Go through the listing below and return each line that includes "overflow".
__________
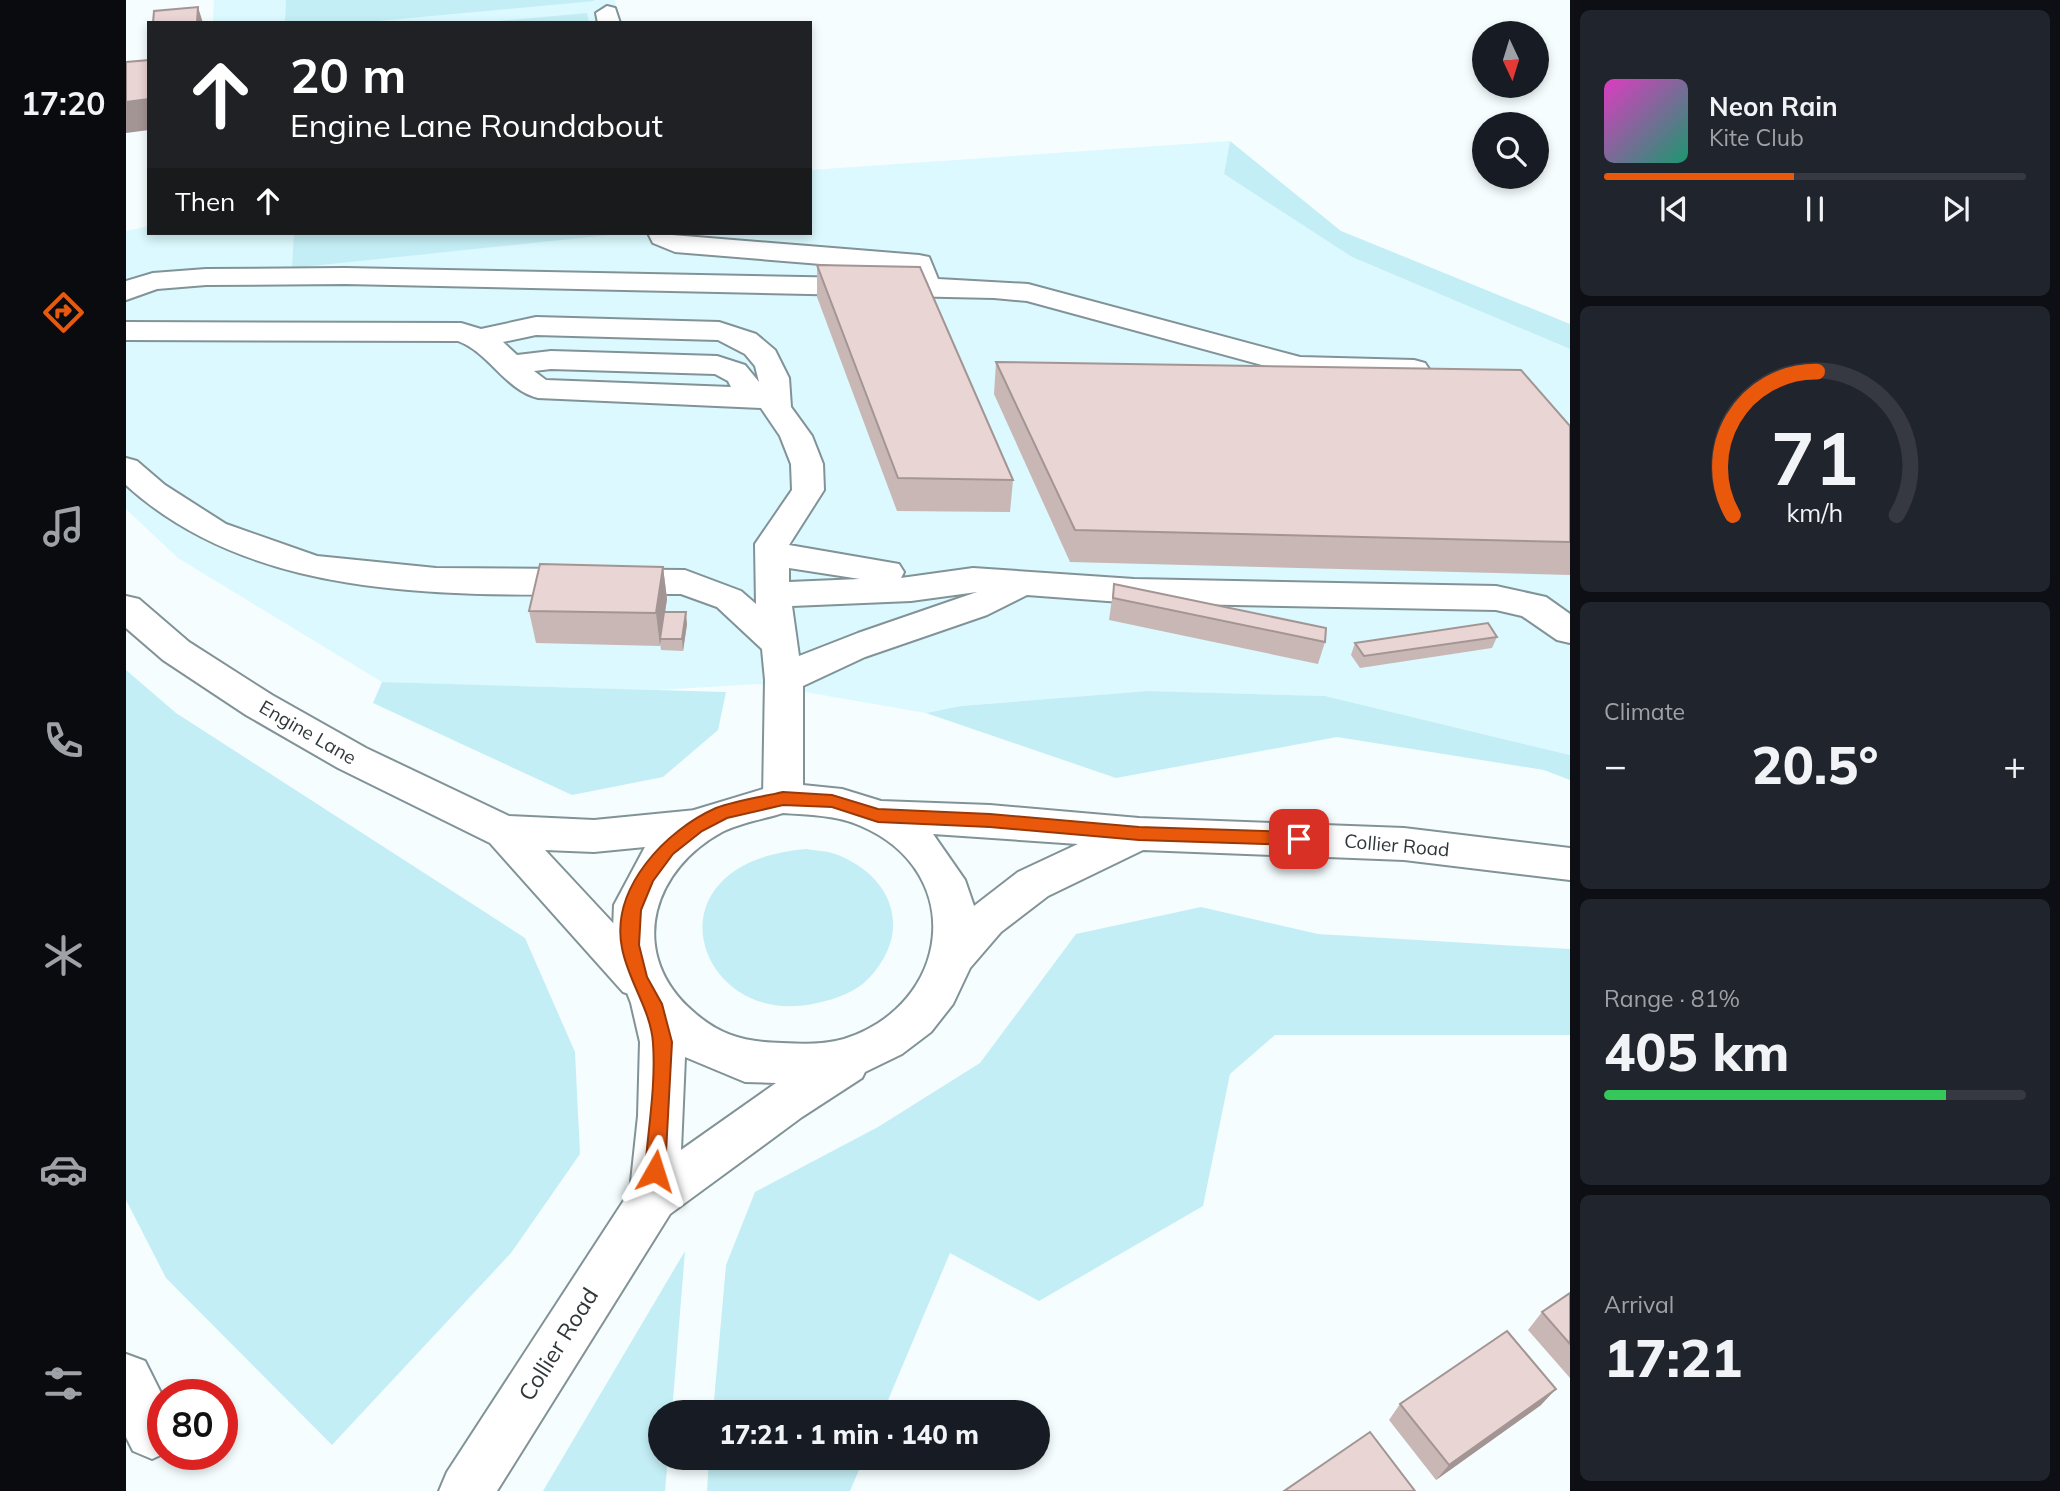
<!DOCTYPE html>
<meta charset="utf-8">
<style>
:root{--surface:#171b24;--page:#20242c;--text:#f1f3f6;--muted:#9ea1a6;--line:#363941;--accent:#ea580c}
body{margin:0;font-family:Mulish,sans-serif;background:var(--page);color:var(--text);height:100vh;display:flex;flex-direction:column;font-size:26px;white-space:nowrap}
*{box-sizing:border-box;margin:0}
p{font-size:23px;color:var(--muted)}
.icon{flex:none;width:38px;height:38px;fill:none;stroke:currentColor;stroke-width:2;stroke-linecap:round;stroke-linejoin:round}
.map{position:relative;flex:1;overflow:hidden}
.side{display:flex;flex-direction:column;gap:10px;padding:10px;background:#0d0f14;width:490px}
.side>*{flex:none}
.banner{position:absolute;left:21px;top:21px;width:665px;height:214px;border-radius:0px;box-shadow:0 4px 10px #0003;background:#202124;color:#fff;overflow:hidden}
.needle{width:46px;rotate:176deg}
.fabs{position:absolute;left:1346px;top:21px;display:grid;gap:14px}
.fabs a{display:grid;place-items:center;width:77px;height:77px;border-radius:50%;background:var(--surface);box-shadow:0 4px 10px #0003;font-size:35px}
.speed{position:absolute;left:21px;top:1379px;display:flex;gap:14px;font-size:35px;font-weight:700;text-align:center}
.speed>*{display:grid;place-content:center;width:91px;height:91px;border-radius:50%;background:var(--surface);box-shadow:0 4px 10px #0003;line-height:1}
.speed .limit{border:10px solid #d22;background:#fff;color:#111}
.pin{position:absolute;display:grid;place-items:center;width:60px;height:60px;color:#fff;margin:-30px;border-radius:14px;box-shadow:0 4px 10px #0006}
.me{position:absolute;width:77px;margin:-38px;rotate:6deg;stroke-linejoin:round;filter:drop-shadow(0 0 5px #0008)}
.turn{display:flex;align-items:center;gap:24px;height:147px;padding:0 28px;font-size:32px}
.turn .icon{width:91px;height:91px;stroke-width:2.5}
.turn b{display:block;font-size:49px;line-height:60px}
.then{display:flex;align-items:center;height:66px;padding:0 28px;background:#0003;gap:14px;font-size:26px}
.big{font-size:52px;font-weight:800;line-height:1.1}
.side .tile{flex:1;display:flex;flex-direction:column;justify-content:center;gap:10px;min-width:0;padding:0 24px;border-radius:10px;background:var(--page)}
.side .dial{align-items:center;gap:0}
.dial svg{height:182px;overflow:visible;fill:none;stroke:var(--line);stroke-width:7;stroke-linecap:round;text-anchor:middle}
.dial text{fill:var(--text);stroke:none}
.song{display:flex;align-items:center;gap:21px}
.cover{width:84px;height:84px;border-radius:10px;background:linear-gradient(135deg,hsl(310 70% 55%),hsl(160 70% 35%))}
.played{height:7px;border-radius:4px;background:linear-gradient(90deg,var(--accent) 45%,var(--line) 45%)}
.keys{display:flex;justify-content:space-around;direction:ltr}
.heat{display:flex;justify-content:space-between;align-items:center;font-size:38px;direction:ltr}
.charge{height:10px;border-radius:5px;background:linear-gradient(90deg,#34c759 81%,var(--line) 0)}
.trip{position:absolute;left:522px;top:1400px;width:402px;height:70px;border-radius:35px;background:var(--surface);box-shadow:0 4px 10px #0003;font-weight:800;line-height:70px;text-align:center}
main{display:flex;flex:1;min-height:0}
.tabs{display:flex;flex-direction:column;width:126px;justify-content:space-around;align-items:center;background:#090b0e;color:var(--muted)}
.tabs .icon{width:49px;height:49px}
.tabs .current{color:var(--accent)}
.tabs b{font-size:32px;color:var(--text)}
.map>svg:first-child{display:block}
.built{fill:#dbf9fe}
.green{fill:#c4eef5}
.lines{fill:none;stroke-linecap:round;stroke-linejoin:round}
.minor-casing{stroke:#819397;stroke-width:4}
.major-casing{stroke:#819397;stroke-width:4}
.highway-casing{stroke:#819397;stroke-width:4}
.minor{fill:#fff;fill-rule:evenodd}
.major{fill:#fff;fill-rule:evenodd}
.highway{fill:#fff;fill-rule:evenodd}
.wall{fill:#c8b7b5}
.shaded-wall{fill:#a39594}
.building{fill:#e9d5d3;stroke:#a39594;stroke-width:2}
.route{fill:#ea580c;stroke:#983908;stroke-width:2}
.labels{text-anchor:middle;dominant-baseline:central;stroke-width:5;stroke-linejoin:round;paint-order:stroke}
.street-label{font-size:19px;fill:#2f3739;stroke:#fff}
.near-street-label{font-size:23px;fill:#2f3739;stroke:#fff}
</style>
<main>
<nav class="tabs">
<b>17:20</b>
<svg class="icon current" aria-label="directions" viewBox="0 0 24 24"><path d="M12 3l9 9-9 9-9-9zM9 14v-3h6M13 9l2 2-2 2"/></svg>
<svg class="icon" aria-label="music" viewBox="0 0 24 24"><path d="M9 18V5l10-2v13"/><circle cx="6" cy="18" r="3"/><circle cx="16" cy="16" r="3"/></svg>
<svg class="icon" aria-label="phone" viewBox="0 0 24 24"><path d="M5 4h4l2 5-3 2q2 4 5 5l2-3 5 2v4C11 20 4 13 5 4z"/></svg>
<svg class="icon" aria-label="climate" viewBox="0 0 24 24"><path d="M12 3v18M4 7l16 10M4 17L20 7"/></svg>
<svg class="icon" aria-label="car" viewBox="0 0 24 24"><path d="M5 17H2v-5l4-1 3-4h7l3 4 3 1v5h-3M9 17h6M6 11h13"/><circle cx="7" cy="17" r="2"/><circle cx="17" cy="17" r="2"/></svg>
<svg class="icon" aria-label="filters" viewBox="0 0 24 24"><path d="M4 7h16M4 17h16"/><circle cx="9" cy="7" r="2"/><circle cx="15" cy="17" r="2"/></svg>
</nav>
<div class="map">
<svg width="1444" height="1491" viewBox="0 0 1444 1491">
<rect width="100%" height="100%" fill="#f5fdff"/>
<g class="built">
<path d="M88,0H489L494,23H87Z"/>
<path d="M1104,141L1098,174L1226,257L1444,349V755L1199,696L1022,691L835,706L800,713L633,684L531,690L256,682L52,558L0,509V231L23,226V233H684V170Z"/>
</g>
<g class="green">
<path d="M160,0H468V1L230,23H159Z"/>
<path d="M461,13L463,23H352Z"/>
<path d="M1104,141L1215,231L1444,324V349L1226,257L1098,174Z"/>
<path d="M168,233H503L166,268Z"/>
<path d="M0,670L50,713L399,938L449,1052L454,1154L385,1253L206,1445L40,1278L0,1200Z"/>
<path d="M256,682L600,692L592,730L537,777L446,795L247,703Z"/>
<path d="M1022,691L1199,696L1444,755V780L1418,770L1211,737L990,778L800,713L835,706Z"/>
<path d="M681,849C691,851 703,851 712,855C769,878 786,933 743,978C730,992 710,999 691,1003C571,1032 513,862 681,849Z"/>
<path d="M1075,907L1192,934L1444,949V1035H1149L1104,1074L1077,1206L913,1301L824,1253L757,1412H587L600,1265L629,1192L752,1127L854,1063L950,934Z"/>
<path d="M559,1251L546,1412H534V1458H542L539,1491H417Z"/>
<path d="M583,1458H738L724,1491H581Z"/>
</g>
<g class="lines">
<g class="minor-casing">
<g id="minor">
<path d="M481,6L489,8L494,23H472L470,13Z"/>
<path d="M522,233L793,255L803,257L812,279L902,284L1174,357L1288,360L1299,363L1303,369L1299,375L1288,378L1173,375L901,301L868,298L219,284L80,285L31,289L0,300V281L27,273L80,269L219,268L783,279L781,271L549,252L527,243Z"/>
<path d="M410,317L593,322L630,334L649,350L663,378L665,407L686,436L697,464L698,490L663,545L773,564L778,572L775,578L847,568L1008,579L1370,586L1420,597L1444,614V643L1431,640L1396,616L1370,610L1008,603L901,595L861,615L739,657L677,686V798L671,809L657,813L643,809L637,798L639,680L636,649L591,607L555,594C373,592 145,617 0,485V458L11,461L39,485L100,524L191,556L310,568L559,570L615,591L630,604L629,544L666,490L665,464L654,436L635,408L412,398C379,390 364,353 332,341L0,340V322L335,323L355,329ZM410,335L592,340L619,354L629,366L633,382L619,365L591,356L425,351L391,355L377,342ZM425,369L589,374L602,381L605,387L420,380L408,371ZM663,568L734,579L663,582ZM851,592L732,633L673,656L666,606L785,601Z"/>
<path d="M0,1354L19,1361L37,1397V1454L26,1459L7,1451L0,1437Z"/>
</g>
</g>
<g class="major-casing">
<path id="major" d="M0,596L13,599L63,642L146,695L240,748L383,816L468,820L570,810L584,815L590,826L584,837L570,842L468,852L419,850L527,966L534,979L527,992L512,997L497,992L364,843L212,768L120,715L37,660L0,628Z"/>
</g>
<g class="highway-casing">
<path id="highway" d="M657,783L716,789L755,801L864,805L1013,818L1278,828L1444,848V880L1278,860L1017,850L922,896L875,932L844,968L827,1004L805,1032L776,1054L739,1072L736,1078L676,1117L544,1214L371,1491H313L321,1472L504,1191L512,1116L514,1042L505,1003L486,954L488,905L519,847L568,810ZM657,813C683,815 711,815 735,826C842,872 825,1005 718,1039C697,1045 677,1044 656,1043C615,1042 590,1034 561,1006C502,948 528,869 596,832C614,823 638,819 657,813ZM807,834L952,844L892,872L848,906L839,880ZM559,1057L619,1082L650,1083L555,1150Z"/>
</g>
<use href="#minor" class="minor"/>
<use href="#major" class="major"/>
<use href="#highway" class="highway"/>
</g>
<g class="wall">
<path d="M691,265L887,480L884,512L771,511L691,297Z"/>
<path d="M870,362L1444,426V575L944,562L868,394Z"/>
<path d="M537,567L541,599L539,612L561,624L557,651L535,650L534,642V646L410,643L403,611Z"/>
<path d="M988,584L1199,642L1192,664L983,620Z"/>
<path d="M1371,637L1366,648L1234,668L1225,655L1229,643Z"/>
<path d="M1444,1293V1378L1402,1330L1416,1312Z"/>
<path d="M1274,1404L1415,1405L1310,1480L1263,1420Z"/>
</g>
<g class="shaded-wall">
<path d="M72,7L77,23H71Z"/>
<path d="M23,99V130L0,133V102Z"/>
<path d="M537,567L541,599L534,646L530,613Z"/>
<path d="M560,612L561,624L557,651L556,639Z"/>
<path d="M1430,1389L1415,1405L1310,1480L1323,1465Z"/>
</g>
<g class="building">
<path d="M72,7L71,23H27L28,11Z"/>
<path d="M23,58V99L0,102V62L23,60Z"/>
<path d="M691,265L794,267L887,480L772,478Z"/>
<path d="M870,362L1395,370L1444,426V542L949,530Z"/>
<path d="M414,564L537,567L530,613L403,611Z"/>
<path d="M988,584L1200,628L1199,642L987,598Z"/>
<path d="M538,612H560L556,639H534Z"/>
<path d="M1362,623L1371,637L1238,656L1229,643Z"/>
<path d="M1444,1293V1344L1416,1312Z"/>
<path d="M1381,1331L1430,1389L1323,1465L1274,1404Z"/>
<path d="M1244,1432L1289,1491H1158Z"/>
</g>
<path class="route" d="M657,792L706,795L752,809L864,814L1013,827L1173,832L1181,839L1173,845L1013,840L864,827L752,822L706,807L657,805L601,818L576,831L547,854L527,881L515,910L513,945L521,977L536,1004L546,1042L539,1171L536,1177L529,1180L522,1177L519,1171C522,1129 530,1085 527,1043C525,1010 502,981 496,948C484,888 540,830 590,808C611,800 636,797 657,792Z"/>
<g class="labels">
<g class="street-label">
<text transform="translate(182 732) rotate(30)">Engine Lane</text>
<text transform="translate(1271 845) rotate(5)">Collier Road</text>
</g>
<g class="near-street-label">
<text transform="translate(432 1344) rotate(-58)">Collier Road</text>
</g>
</g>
</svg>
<div class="fabs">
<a><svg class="needle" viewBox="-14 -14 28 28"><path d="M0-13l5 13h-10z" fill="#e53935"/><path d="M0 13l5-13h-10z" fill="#9ea1a6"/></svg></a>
<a><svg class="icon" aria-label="search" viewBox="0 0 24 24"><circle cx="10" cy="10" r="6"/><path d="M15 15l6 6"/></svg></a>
</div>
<div class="speed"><div class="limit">80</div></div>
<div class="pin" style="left:1173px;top:839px;background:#d93025"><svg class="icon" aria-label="arrive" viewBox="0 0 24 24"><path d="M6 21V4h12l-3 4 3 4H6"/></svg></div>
<svg class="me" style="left:529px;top:1171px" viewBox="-20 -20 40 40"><path d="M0-17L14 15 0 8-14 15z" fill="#ea580c" stroke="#fff" stroke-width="4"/></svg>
<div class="trip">17:21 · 1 min · 140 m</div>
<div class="banner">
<div class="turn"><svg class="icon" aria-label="ahead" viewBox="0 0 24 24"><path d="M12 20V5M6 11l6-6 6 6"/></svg><div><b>20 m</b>Engine Lane Roundabout</div></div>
<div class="then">Then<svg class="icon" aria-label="ahead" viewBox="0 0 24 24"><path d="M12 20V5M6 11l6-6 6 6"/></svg></div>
</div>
</div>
<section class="side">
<div class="tile">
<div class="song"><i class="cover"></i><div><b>Neon Rain</b><p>Kite Club</p></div></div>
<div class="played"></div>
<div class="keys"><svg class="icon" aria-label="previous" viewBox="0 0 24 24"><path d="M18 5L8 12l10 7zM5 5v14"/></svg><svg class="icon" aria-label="pause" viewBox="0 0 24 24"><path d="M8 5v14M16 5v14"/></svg><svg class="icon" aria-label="next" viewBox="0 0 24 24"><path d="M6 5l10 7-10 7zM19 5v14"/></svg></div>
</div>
<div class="tile dial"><svg viewBox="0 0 100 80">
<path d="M14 69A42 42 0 1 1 86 69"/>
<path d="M14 69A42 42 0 0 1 51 6" stroke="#ea580c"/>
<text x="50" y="56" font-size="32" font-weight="700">71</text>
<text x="50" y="72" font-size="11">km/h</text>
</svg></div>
<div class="tile"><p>Climate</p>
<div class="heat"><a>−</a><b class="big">20.5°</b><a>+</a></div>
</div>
<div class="tile"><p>Range · 81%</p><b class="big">405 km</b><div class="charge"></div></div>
<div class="tile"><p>Arrival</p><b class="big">17:21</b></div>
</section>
</main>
__________
Solution below:
.map{position:relative;flex:1;overflow:hidden}
.banner{position:absolute;left:21px;top:21px;width:665px;height:214px;border-radius:0px;box-shadow:0 4px 10px #0003;background:#202124;color:#fff;overflow:hidden}
.dial svg{height:182px;overflow:visible;fill:none;stroke:var(--line);stroke-width:7;stroke-linecap:round;text-anchor:middle}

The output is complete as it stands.